With every line kept intact, print the entries that appear below.

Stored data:
━━━━
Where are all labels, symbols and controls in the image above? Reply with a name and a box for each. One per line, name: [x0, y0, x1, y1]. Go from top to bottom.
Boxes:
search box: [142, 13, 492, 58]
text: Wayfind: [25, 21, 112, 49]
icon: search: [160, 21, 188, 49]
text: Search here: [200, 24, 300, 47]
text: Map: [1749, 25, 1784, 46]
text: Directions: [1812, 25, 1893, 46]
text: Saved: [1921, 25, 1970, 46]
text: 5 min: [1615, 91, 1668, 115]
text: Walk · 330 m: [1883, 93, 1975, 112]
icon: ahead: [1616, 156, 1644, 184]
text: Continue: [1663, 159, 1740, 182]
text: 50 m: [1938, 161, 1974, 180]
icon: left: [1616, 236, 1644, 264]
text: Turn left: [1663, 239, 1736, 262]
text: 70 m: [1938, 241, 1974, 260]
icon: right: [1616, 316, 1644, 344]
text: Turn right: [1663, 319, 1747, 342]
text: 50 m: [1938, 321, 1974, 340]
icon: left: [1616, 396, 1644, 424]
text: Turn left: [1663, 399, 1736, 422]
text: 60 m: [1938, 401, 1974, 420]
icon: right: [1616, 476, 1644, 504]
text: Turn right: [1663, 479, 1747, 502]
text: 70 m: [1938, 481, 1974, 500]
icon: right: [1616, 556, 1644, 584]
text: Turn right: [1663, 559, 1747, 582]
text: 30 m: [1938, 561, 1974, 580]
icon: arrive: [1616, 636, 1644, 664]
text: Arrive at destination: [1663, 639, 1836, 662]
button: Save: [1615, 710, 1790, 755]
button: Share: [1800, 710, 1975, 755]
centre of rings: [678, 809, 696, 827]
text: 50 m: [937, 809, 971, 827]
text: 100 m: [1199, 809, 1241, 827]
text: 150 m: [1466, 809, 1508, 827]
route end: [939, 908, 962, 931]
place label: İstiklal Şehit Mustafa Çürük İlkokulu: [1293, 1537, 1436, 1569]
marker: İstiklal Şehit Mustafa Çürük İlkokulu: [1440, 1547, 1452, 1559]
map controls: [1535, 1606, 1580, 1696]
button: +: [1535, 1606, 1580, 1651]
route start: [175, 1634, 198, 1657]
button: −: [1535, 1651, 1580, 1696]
━━━━
## Task result
Where are all labels, symbols and controls in the image above? Reply with a name and a box for each. One per line, name: [x0, y0, x1, y1]. Go from top to bottom.
Boxes:
search box: [142, 13, 492, 58]
text: Wayfind: [25, 21, 112, 49]
icon: search: [160, 21, 188, 49]
text: Search here: [200, 24, 300, 47]
text: Map: [1749, 25, 1784, 46]
text: Directions: [1812, 25, 1893, 46]
text: Saved: [1921, 25, 1970, 46]
text: 5 min: [1615, 91, 1668, 115]
text: Walk · 330 m: [1883, 93, 1975, 112]
icon: ahead: [1616, 156, 1644, 184]
text: Continue: [1663, 159, 1740, 182]
text: 50 m: [1938, 161, 1974, 180]
icon: left: [1616, 236, 1644, 264]
text: Turn left: [1663, 239, 1736, 262]
text: 70 m: [1938, 241, 1974, 260]
icon: right: [1616, 316, 1644, 344]
text: Turn right: [1663, 319, 1747, 342]
text: 50 m: [1938, 321, 1974, 340]
icon: left: [1616, 396, 1644, 424]
text: Turn left: [1663, 399, 1736, 422]
text: 60 m: [1938, 401, 1974, 420]
icon: right: [1616, 476, 1644, 504]
text: Turn right: [1663, 479, 1747, 502]
text: 70 m: [1938, 481, 1974, 500]
icon: right: [1616, 556, 1644, 584]
text: Turn right: [1663, 559, 1747, 582]
text: 30 m: [1938, 561, 1974, 580]
icon: arrive: [1616, 636, 1644, 664]
text: Arrive at destination: [1663, 639, 1836, 662]
button: Save: [1615, 710, 1790, 755]
button: Share: [1800, 710, 1975, 755]
centre of rings: [678, 809, 696, 827]
text: 50 m: [937, 809, 971, 827]
text: 100 m: [1199, 809, 1241, 827]
text: 150 m: [1466, 809, 1508, 827]
route end: [939, 908, 962, 931]
place label: İstiklal Şehit Mustafa Çürük İlkokulu: [1293, 1537, 1436, 1569]
marker: İstiklal Şehit Mustafa Çürük İlkokulu: [1440, 1547, 1452, 1559]
map controls: [1535, 1606, 1580, 1696]
button: +: [1535, 1606, 1580, 1651]
route start: [175, 1634, 198, 1657]
button: −: [1535, 1651, 1580, 1696]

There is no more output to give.